START Provided data

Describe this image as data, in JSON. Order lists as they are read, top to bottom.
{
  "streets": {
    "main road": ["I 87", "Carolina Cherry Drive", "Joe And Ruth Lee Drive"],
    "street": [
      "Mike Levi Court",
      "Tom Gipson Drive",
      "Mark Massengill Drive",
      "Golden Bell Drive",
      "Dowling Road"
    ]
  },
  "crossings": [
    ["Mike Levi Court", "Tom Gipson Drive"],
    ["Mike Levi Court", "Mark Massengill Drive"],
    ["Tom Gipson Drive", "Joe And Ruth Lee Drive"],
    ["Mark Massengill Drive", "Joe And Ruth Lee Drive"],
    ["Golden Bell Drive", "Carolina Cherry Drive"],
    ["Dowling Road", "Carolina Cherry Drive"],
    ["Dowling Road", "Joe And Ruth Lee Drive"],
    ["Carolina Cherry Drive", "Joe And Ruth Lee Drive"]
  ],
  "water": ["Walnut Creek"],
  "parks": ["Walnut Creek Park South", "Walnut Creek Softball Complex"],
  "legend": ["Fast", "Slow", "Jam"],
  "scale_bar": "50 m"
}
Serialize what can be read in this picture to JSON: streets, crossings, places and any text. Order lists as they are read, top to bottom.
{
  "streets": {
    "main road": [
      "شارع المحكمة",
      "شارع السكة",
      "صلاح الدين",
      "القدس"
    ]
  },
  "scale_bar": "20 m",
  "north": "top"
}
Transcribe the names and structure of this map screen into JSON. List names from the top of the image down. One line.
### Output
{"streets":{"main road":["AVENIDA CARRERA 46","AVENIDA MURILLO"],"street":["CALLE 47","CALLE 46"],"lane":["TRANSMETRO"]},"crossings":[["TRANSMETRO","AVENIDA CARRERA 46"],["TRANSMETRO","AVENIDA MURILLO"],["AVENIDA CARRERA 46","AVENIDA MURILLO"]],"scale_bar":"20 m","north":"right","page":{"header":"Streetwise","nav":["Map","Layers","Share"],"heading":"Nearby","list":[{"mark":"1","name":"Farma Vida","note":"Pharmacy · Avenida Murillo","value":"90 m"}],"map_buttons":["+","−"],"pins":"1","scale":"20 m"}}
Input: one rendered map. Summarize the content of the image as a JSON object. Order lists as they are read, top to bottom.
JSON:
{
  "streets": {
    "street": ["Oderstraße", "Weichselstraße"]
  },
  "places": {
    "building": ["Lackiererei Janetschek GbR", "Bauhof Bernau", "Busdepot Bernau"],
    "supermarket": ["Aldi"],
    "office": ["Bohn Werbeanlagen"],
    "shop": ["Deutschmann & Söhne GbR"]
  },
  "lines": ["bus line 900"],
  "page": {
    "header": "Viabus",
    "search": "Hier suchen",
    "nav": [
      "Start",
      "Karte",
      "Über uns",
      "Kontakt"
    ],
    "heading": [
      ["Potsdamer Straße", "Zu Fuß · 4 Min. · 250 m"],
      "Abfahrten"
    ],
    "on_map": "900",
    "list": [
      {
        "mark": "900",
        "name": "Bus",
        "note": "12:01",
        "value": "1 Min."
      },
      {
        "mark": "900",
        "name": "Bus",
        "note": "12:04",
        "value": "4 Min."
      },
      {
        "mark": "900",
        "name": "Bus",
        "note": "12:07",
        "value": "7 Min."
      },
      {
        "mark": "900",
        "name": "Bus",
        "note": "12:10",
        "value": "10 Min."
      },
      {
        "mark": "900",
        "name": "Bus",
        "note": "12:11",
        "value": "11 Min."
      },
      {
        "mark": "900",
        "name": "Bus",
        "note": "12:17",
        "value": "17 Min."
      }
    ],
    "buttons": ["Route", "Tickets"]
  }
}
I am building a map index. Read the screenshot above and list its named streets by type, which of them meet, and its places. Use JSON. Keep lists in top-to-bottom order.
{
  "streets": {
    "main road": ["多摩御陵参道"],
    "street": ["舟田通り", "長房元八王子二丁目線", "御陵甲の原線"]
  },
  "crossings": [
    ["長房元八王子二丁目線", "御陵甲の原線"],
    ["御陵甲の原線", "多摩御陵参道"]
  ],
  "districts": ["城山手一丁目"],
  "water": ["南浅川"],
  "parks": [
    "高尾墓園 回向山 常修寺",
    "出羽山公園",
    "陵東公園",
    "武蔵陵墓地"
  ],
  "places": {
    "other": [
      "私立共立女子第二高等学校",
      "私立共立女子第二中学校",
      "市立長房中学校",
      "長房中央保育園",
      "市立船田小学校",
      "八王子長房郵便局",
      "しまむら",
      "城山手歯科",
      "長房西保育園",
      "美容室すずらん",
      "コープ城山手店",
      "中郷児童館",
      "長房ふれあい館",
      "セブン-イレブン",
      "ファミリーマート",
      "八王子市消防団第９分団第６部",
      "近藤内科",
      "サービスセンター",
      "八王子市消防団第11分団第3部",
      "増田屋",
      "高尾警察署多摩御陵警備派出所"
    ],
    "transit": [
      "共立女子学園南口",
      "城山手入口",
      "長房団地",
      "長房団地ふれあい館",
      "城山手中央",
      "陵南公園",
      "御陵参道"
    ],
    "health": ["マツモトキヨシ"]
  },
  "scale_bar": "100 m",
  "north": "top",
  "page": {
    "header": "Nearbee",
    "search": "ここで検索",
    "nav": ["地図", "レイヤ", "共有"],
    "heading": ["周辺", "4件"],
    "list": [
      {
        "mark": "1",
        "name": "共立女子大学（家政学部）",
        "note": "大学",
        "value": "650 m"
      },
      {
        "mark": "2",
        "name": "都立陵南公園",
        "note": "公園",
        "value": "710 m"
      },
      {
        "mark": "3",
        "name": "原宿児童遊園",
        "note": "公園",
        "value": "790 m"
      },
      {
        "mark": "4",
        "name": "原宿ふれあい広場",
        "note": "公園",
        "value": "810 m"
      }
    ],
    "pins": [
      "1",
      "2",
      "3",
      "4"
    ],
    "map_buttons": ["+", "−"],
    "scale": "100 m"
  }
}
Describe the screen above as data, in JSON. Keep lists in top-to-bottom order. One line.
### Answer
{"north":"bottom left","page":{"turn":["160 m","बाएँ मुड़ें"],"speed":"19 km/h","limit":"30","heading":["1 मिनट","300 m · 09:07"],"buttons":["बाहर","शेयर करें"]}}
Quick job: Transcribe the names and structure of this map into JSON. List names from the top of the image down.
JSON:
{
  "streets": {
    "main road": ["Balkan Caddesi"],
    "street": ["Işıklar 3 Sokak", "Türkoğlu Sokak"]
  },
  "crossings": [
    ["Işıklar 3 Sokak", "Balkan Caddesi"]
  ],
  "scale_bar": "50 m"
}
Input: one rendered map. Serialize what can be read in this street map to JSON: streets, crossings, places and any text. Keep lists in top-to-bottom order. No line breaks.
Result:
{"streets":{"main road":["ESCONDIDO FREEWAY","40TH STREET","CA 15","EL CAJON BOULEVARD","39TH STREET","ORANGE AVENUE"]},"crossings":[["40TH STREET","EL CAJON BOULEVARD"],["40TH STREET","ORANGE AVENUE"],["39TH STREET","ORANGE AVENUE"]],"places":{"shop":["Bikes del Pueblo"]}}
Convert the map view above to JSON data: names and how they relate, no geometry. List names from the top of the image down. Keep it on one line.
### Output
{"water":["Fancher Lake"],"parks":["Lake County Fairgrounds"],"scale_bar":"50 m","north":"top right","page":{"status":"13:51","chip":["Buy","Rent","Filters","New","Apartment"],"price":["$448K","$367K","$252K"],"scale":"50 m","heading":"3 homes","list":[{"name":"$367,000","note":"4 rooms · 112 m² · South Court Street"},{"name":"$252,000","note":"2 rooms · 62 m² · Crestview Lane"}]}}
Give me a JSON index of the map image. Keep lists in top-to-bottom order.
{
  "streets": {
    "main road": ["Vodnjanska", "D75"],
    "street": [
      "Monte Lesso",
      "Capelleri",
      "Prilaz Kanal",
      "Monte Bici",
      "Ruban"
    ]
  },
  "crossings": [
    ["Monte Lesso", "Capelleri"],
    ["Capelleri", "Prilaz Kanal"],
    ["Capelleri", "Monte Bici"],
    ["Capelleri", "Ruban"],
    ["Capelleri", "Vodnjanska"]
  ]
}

END Provided data

* [Problem to work on]:
Check every line above for the string "Transcribe" and copy those that have it.

* [Output for this task]:
Transcribe the names and structure of this map screen into JSON. List names from the top of the image down. One line.
Quick job: Transcribe the names and structure of this map into JSON. List names from the top of the image down.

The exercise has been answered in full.